State and federal officials must adopt new financial assurance rules that ensure that oil and gas companies – not taxpayers – are held fully accountable for the costs of fracking.
To protect the public, an adequate blueprint for bonding must adhere to the following principles:

  •     Require broad accountability for fracking-related costs. Drillers should be required to provide financial assurance to cover well plugging and reclamation, restoration of damage to the environment and natural resources, compensation to victims for damage to property and health, provision of alternative sources of drinking water in case of water contamination, and full restoration of damage to public infrastructure,such as roads. Additional taxes and fees should be used to recover fracking-related costs that are relevant at a regional, national or international scale, such as costs resulting from emissions of smog-forming pollutants, emissions of global warming pollution, and impacts on local public services.
  •     Require levels of financial assurance that are sufficient to protect the public. Drillers should be required to post financial assurance of at least $250,000 per well for the cost of plugging and reclamation and at least $5 million per well for damage to private property, health and natural resources, as well as environmental cleanup. Some measure of financial assurance should be required for at least 30 years to protect the public against problems that emerge only over time. Drillers should also be required to pay into industry-wide cleanup funds to act as a backstop source of funds for cleanup and victim compensation in the event that financial assurance rules are violated or fail to offer adequate protection.

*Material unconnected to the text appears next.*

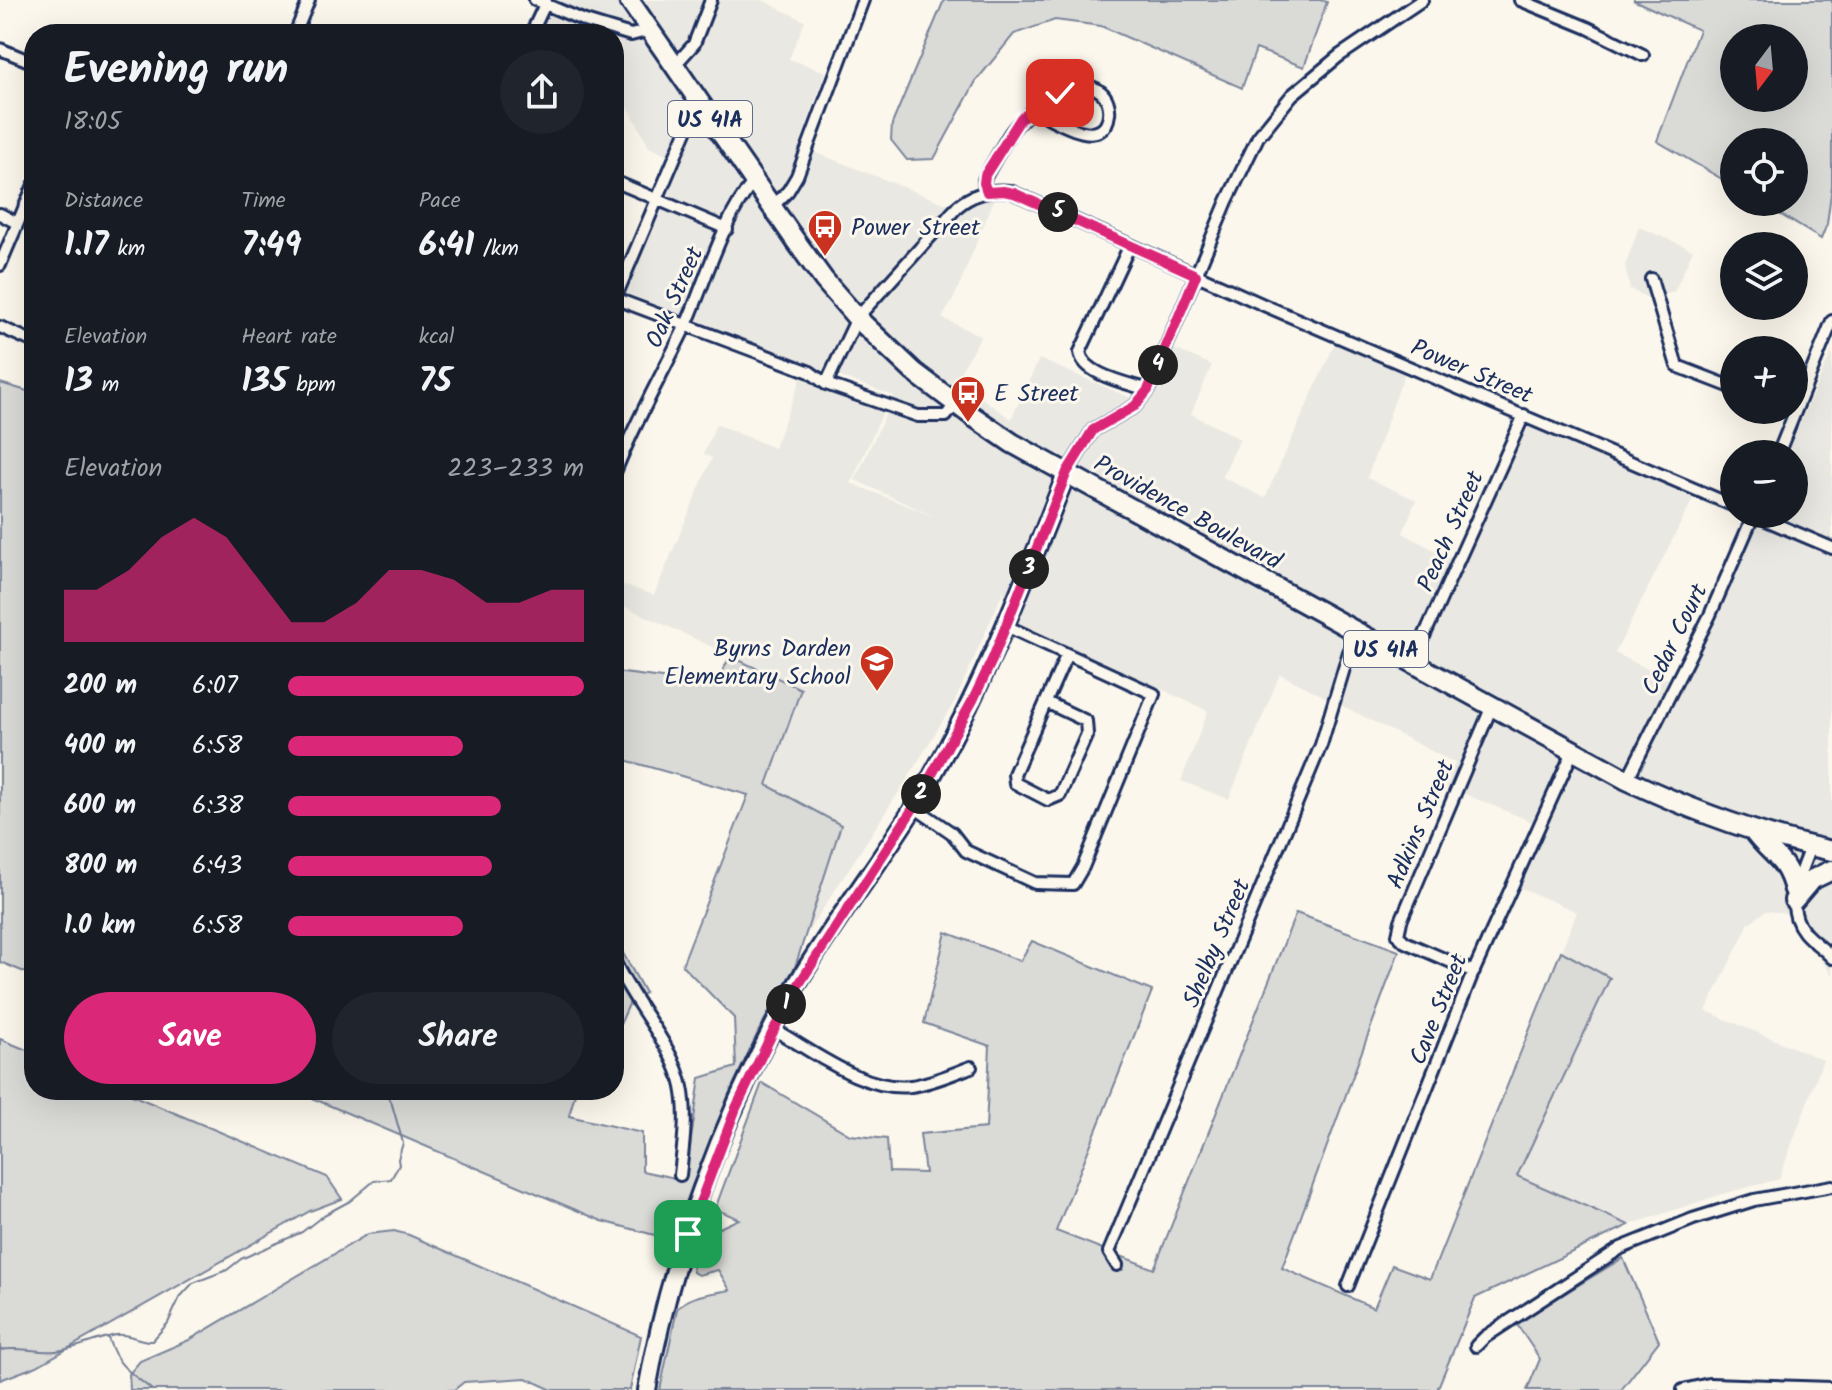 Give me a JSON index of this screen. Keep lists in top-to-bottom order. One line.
{"streets":{"highway":["US 41A","Providence Boulevard"],"street":["Oak Street","Power Street","Peach Street","Cedar Court","Adkins Street","Shelby Street","Cave Street"]},"crossings":[["Oak Street","Providence Boulevard"],["Power Street","Peach Street"],["Providence Boulevard","Peach Street"],["Providence Boulevard","Cedar Court"],["Providence Boulevard","Adkins Street"],["Providence Boulevard","Shelby Street"],["Providence Boulevard","Cave Street"],["Adkins Street","Cave Street"]],"places":{"bus stop":["Power Street","E Street"],"school or university":["Byrns Darden Elementary School"]},"north":"bottom","page":{"map_buttons":["+","−"],"heading":["Evening run","18:05"],"stats":[["Distance","1.17 km"],["Time","7:49"],["Pace","6:41 /km"],["Elevation","13 m"],["Heart rate","135 bpm"],["kcal","75"]],"pins":["5","4","3","2","1"],"chart":["Elevation","223–233 m"],"list":[{"name":"200 m","note":"6:07"},{"name":"400 m","note":"6:58"},{"name":"600 m","note":"6:38"},{"name":"800 m","note":"6:43"},{"name":"1.0 km","note":"6:58"}],"buttons":["Save","Share"]}}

  •     Eliminate loopholes, exemptions and discounts. Federal officials should end the oil and gas industry’s exemptions from major environmental laws. “Blanket bonding” that provides an unjustified bulk discount on financial assurance should be eliminated. Provisions of state regulations that allow drillers to avoid posting financial assurance by undergoing financial tests, paying annual fees, or demonstrating a history of compliance with state regulations should also be eliminated.
  •     Require forms of financial assurance that truly protect the public. Surety bonds, collateral bonds backed by irrevocable letters of credit or cash equivalents, and fully-funded trust funds provide strong guarantees that funds will be available for cleanup when needed and these should form the foundation of any financial assurance system. Liability insurance can play an important role in protecting thepublic against the cost of damage to neighboring properties and natural resources, including damage that occurs long after plugging and reclamation are complete.

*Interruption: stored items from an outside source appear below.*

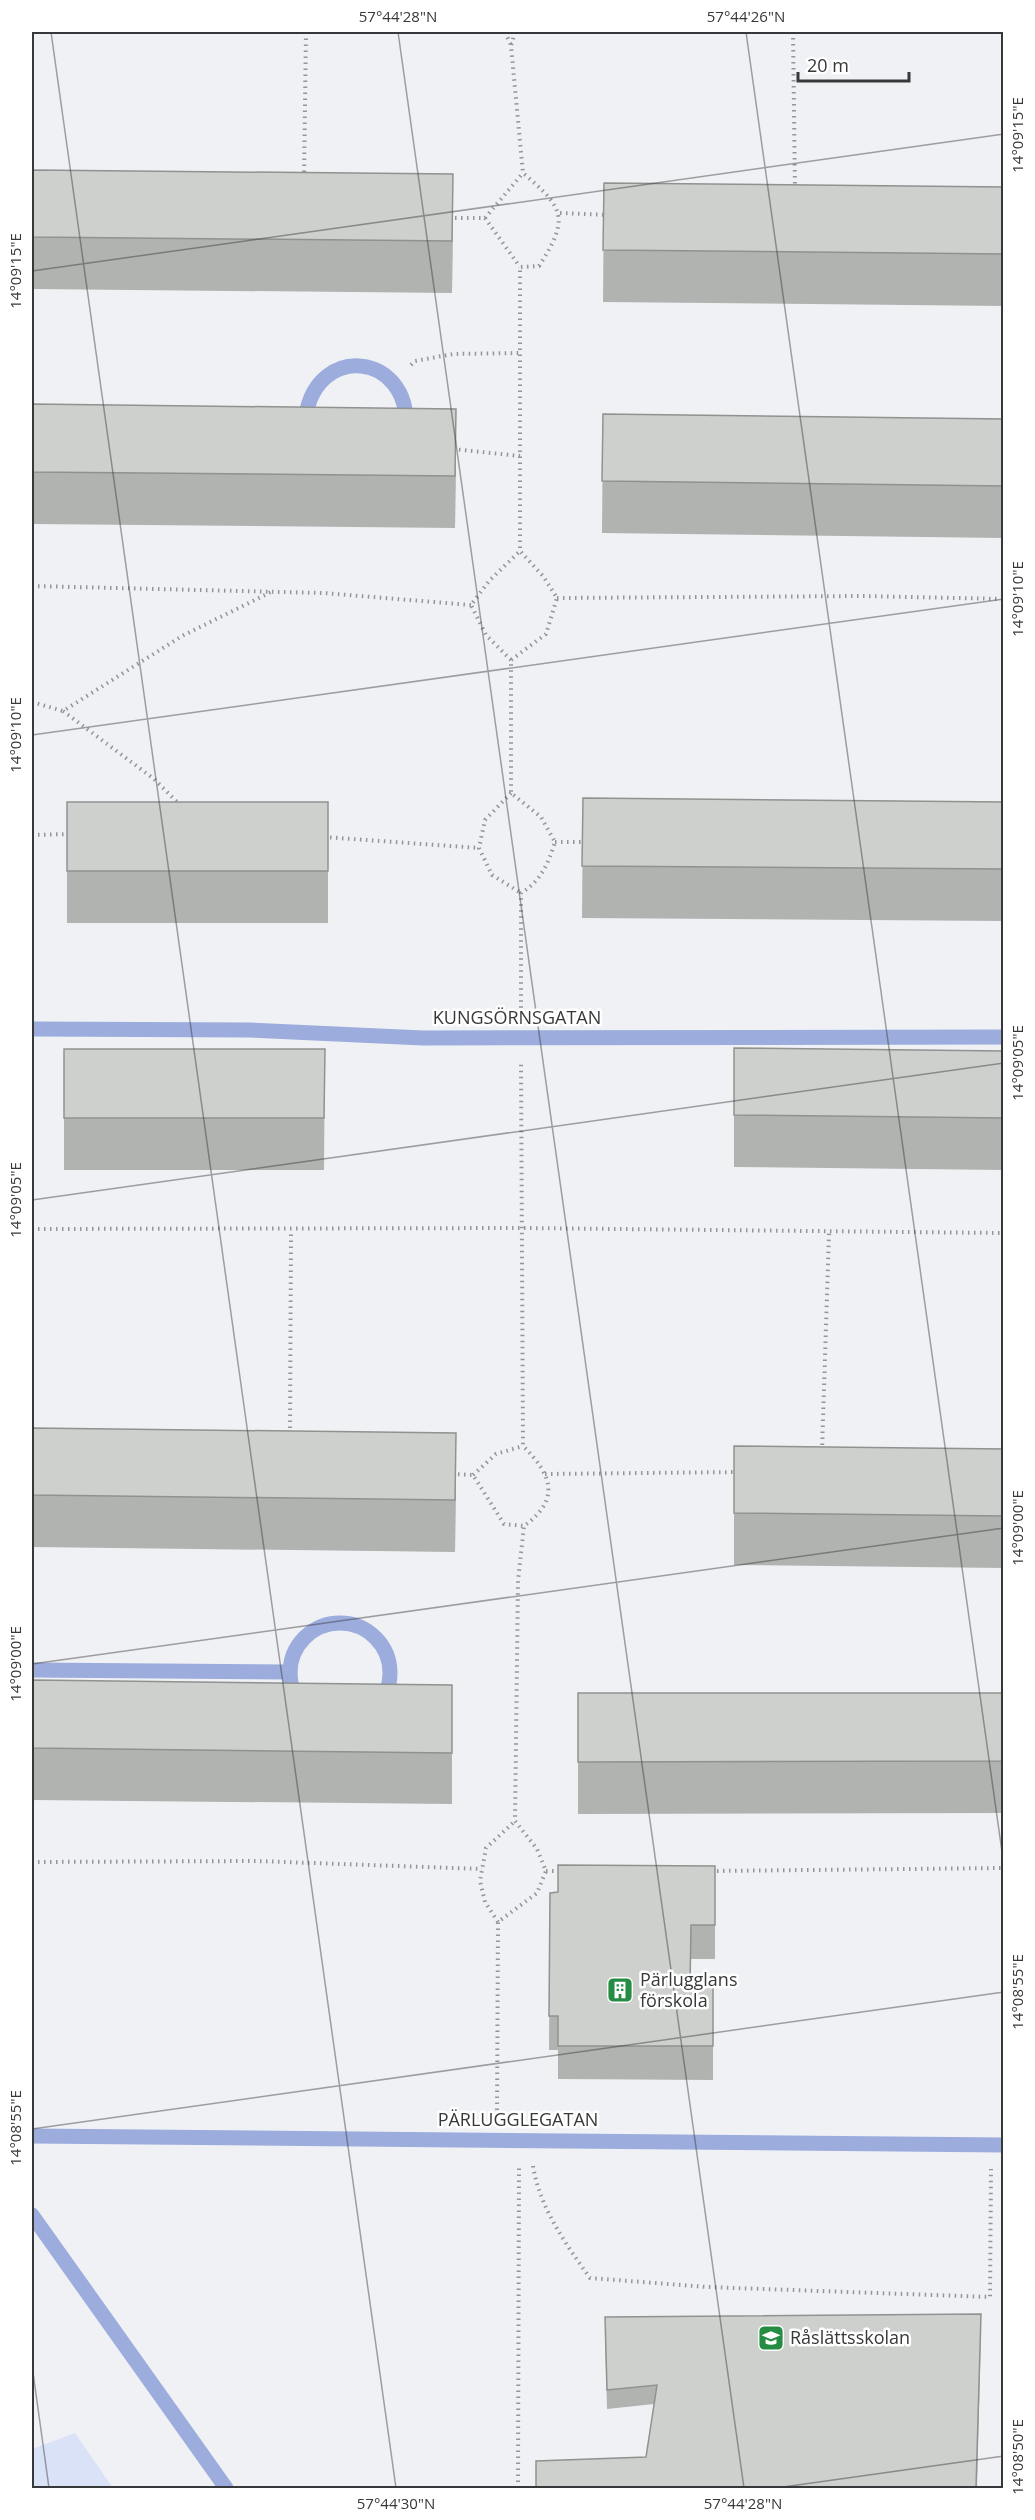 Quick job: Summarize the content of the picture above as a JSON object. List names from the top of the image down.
{
  "streets": {
    "street": ["KUNGSÖRNSGATAN", "PÄRLUGGLEGATAN"]
  },
  "places": {
    "building": ["Pärlugglans förskola"],
    "school or university": ["Råslättsskolan"]
  },
  "scale_bar": "20 m",
  "coordinates": [
    "57°44'28\"N",
    "57°44'26\"N",
    "14°09'15\"E",
    "14°09'10\"E",
    "14°09'05\"E",
    "14°09'00\"E",
    "14°08'55\"E",
    "14°08'50\"E",
    "57°44'30\"N"
  ]
}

  •     Integrate financial assurance rules into a comprehensive system of oil and gas regulation. State and federal governments must implement and enforce financial assurance requirements by ensuring that each well is covered by financial assurance and that financial assurance remains in place as long as the possibility of damage persists. In addition, regular inspection of wells and enforcement of environmental rules is essential to limit the potential for major mishaps that result in monetary damage that exceeds financial assurance requirements. Financial assurance rules can help hold drillers accountable for following the law if they contain provisions allowing bonds to be forfeited in cases where rules are broken or fines and penalties are not paid. Time and again, resource extraction booms have given way to busts – leaving the companies that profited from mining or drilling unwilling or unable to clean up the damage they have caused. Absent swift action by policymakers to dramatically ramp up financial assurance for fracking, we could see a similar grim legacy from the new oil and gas rush.